Ashamed At Sorry State Of Affairs In India: Mohan Parasaran, SG*
Solicitor General Mohan Parasaran, who is highly regarded for his legal acumen, court craft and ice-cool temperament, has, on the eve of his resignation from the post, spoken his heart out on the ills plaguing the Country and what can be done to salvage the situation
*Title changed from “Ashamed To Be Indian” as the context appears to have been misunderstood by readers
Survival as top law officer was a “sheer miracle”
Mohan Parasaran did not mince any words in expressing his unhappiness at the way the Government functioned. He said it was a “sheer miracle” that he survived 10 years as the top law officer of the Country. He pointed out that appearing for the Government is like facing a fast bowler in a cricket match without the basic safeguards like pads, gloves, helmet etc. He lamented that the briefs get delivered at the last minute and there are no instructions on what is required to be done. There is a communication gap between the various ministries and the concerned ministry would not even be aware that its’ matter is coming up for hearing on a particular date, he said.
“Appearing for the Government is like working in a Govt. hospital” the wily Solicitor General added, emphasizing that you get all sorts of patients with all sorts of ailments and that you were expected to treat them with the most rudimentary of facilities.
Supreme Court’s judgement in Vodafone Judgement is wrong but retrospective amendment is a “knee-jerk” reaction
Mohan Parasaran made it clear that in his view the Supreme Court’s judgement in Vodafone is “completely erroneous” but he called the Govt.’s action of seeking to overturn it by a retrospective amendment a “knee-jerk reaction”. Mohan pointed out that instead of a retrospective amendment all the Govt. had to do was to clarify the definition of the word “transfer” in s. 9 of the Act.
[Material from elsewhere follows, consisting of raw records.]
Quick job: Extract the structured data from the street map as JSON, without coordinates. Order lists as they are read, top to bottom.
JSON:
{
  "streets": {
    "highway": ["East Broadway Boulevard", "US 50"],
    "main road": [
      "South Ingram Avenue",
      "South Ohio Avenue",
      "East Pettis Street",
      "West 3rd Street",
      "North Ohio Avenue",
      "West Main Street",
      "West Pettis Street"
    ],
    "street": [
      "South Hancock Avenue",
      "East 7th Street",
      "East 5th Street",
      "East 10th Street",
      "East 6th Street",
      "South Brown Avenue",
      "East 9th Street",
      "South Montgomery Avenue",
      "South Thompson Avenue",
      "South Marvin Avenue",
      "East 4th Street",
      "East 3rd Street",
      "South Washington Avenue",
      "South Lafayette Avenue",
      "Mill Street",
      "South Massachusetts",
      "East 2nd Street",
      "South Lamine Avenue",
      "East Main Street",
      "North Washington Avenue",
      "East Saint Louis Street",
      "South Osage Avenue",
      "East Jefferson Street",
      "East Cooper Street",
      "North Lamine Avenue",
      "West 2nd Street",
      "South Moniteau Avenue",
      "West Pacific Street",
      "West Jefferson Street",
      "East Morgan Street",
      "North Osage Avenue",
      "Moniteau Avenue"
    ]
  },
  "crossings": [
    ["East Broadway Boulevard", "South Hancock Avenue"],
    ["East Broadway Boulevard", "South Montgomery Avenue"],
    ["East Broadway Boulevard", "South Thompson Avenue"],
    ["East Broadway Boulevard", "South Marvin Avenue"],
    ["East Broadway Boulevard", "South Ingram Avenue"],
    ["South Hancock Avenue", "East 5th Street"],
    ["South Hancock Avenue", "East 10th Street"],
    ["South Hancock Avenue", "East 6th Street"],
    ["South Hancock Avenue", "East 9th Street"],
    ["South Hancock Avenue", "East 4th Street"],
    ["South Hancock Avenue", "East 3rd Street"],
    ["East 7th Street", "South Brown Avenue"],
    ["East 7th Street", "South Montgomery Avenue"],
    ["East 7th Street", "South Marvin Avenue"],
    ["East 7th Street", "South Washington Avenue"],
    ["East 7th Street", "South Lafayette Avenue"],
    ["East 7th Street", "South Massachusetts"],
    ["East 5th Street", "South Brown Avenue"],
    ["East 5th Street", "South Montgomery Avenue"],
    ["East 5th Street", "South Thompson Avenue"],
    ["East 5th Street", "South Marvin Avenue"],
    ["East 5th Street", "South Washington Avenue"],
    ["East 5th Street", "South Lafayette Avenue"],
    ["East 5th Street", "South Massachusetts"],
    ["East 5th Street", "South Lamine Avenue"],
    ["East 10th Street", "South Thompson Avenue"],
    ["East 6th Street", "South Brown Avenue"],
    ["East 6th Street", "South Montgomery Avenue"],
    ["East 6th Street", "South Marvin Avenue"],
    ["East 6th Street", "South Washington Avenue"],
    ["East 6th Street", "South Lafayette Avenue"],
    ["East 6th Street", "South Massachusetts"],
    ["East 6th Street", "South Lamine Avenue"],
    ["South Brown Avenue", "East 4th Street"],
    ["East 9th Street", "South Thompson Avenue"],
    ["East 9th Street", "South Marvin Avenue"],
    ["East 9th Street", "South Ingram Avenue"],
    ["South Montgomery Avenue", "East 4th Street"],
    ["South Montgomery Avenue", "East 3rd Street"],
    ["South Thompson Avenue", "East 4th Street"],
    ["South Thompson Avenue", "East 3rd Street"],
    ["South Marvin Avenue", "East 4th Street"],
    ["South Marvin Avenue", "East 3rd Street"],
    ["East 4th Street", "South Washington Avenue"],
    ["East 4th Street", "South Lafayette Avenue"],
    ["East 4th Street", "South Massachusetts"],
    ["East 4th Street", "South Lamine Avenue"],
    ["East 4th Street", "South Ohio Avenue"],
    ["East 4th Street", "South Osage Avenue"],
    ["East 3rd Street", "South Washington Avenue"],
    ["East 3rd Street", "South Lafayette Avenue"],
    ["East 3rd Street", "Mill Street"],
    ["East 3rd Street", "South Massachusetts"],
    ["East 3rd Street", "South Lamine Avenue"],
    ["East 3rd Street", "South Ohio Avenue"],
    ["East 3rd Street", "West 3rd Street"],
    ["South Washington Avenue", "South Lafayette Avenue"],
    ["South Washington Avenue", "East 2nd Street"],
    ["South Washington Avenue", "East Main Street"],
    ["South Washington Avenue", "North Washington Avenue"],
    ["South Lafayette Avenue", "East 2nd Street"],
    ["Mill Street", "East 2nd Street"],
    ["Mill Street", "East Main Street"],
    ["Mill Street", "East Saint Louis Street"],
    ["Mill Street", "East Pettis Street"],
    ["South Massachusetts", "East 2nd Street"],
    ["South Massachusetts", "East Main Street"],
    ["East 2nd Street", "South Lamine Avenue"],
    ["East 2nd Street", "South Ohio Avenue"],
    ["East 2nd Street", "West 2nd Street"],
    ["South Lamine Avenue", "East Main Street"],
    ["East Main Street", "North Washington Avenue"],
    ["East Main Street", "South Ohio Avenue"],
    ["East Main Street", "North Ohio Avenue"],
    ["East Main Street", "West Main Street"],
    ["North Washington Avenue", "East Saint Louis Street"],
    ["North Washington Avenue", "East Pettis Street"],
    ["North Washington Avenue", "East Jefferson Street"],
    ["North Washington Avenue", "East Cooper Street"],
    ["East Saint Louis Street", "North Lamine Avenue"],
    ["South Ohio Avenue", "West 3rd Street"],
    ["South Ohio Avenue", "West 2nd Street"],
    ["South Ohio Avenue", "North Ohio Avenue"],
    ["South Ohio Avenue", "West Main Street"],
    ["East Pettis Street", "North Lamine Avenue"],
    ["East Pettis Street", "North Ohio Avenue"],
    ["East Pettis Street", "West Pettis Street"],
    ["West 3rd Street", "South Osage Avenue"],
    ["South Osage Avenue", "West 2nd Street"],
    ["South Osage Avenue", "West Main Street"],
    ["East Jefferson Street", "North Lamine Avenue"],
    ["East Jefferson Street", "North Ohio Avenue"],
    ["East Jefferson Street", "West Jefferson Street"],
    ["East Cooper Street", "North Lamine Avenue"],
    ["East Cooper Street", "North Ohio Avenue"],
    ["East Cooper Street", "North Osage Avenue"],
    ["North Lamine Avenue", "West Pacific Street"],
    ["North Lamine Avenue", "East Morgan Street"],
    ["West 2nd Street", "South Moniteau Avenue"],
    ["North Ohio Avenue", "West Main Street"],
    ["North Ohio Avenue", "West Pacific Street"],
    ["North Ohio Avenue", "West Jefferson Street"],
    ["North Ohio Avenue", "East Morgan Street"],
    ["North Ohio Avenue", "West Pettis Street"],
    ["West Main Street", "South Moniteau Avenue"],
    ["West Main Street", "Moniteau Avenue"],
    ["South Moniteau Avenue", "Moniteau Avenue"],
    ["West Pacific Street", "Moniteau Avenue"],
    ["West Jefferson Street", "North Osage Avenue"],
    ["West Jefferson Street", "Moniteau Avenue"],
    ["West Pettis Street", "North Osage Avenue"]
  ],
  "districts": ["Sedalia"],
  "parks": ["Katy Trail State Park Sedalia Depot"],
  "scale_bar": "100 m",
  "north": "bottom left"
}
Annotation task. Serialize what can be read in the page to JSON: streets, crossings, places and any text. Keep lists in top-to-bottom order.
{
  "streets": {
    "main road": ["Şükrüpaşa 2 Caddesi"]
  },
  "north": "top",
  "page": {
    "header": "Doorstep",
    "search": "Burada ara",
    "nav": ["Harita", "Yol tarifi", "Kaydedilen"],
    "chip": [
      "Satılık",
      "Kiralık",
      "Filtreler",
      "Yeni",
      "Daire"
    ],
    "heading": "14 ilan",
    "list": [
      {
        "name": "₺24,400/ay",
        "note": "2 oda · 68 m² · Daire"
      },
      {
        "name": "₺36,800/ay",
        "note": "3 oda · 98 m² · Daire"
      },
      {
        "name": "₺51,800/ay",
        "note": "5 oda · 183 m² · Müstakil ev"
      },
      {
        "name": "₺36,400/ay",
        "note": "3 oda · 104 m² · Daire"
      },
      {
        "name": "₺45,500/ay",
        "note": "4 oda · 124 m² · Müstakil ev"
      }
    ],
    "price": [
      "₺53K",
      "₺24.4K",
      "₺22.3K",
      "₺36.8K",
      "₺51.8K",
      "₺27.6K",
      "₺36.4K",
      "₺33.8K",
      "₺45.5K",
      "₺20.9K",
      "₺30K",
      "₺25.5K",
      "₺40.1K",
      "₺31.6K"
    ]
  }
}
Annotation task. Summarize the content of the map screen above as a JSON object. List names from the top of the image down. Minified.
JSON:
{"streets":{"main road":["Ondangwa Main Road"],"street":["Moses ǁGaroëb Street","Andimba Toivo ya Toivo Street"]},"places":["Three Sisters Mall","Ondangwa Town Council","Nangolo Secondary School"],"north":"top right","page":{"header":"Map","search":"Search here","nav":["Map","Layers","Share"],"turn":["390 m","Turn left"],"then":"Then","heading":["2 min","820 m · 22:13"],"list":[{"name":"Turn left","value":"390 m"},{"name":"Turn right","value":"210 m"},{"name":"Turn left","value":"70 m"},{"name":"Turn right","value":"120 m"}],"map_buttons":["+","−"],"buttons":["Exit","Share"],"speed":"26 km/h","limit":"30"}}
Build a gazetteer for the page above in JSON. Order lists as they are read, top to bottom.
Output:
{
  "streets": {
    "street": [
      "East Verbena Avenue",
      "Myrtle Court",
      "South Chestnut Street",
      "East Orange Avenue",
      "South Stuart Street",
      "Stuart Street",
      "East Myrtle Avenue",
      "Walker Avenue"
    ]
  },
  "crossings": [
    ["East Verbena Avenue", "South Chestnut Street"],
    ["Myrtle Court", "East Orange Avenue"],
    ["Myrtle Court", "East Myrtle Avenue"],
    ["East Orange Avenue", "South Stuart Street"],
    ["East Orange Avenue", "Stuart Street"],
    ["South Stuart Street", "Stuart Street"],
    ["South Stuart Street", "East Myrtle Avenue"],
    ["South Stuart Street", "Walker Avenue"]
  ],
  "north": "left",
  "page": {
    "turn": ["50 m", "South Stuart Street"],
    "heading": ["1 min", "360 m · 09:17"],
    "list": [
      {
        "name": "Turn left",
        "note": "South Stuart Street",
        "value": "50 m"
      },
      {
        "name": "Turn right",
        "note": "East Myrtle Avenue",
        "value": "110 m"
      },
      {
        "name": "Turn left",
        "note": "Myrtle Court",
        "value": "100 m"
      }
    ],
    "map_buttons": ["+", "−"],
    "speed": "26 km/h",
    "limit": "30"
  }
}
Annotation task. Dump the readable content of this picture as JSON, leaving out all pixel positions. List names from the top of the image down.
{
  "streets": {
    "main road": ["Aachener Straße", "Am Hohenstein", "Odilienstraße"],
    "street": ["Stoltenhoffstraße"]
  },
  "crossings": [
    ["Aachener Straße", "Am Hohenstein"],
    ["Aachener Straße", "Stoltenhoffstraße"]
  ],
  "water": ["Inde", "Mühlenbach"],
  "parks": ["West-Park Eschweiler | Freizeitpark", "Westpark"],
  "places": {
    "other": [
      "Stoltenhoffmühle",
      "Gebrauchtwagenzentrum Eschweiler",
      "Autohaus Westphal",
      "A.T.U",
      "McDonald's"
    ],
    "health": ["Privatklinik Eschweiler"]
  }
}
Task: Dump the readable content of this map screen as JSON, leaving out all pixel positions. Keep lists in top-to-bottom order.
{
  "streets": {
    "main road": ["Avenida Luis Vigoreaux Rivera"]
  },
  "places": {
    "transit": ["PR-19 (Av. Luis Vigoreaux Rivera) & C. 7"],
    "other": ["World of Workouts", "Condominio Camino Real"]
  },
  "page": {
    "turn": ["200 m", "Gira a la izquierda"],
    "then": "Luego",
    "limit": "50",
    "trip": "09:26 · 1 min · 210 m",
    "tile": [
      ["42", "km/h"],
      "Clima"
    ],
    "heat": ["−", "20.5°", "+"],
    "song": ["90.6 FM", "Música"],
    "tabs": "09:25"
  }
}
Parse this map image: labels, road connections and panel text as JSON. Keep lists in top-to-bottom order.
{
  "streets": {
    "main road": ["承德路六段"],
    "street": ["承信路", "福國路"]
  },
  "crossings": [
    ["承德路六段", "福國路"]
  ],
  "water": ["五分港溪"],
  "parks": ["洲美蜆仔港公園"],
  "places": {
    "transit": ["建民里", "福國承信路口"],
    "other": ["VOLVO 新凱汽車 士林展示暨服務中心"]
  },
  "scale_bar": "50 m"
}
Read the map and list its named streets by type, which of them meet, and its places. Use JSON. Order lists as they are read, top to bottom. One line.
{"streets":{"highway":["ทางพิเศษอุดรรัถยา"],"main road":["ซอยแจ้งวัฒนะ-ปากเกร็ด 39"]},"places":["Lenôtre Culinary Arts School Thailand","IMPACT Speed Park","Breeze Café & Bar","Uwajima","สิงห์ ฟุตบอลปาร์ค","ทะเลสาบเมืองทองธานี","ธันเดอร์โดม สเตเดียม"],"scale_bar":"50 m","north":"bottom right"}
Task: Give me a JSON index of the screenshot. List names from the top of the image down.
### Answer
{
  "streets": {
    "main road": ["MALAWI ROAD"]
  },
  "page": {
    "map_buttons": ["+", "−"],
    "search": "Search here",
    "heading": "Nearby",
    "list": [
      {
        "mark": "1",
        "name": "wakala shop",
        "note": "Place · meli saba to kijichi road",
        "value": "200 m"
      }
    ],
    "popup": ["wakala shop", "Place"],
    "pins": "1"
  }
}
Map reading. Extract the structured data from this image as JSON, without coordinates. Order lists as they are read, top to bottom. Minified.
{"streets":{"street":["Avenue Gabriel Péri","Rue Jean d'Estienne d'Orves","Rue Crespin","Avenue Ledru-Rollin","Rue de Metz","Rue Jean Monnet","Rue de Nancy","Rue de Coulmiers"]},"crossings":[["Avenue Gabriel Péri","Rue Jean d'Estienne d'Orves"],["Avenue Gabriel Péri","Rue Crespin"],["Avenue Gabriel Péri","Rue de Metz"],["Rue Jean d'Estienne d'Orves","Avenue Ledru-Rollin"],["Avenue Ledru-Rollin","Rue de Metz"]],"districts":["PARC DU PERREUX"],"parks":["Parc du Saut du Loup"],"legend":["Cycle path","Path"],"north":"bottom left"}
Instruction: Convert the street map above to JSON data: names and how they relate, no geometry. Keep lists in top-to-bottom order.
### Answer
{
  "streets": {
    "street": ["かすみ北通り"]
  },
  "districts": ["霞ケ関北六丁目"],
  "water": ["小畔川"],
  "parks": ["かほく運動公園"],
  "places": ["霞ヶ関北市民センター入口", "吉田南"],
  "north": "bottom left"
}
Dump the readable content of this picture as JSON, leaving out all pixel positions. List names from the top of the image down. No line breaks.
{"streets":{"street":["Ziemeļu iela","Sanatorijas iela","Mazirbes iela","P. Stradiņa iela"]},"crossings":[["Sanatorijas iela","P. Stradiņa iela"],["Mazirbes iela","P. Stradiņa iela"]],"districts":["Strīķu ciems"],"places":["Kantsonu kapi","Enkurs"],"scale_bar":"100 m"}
Tax disputes should be resolved on fast-track basis
Parasaran expressed concern that mega disputes like Voadfone and Nokia were being allowed to “hang on for generations”. He pointed out that this caused great discomfort to foreign investors and that they were looking at China as a better investment destination. He urged the Govt. to be “bold” and enter into settlements and arbitration on a fast track basis and resolve the dispute.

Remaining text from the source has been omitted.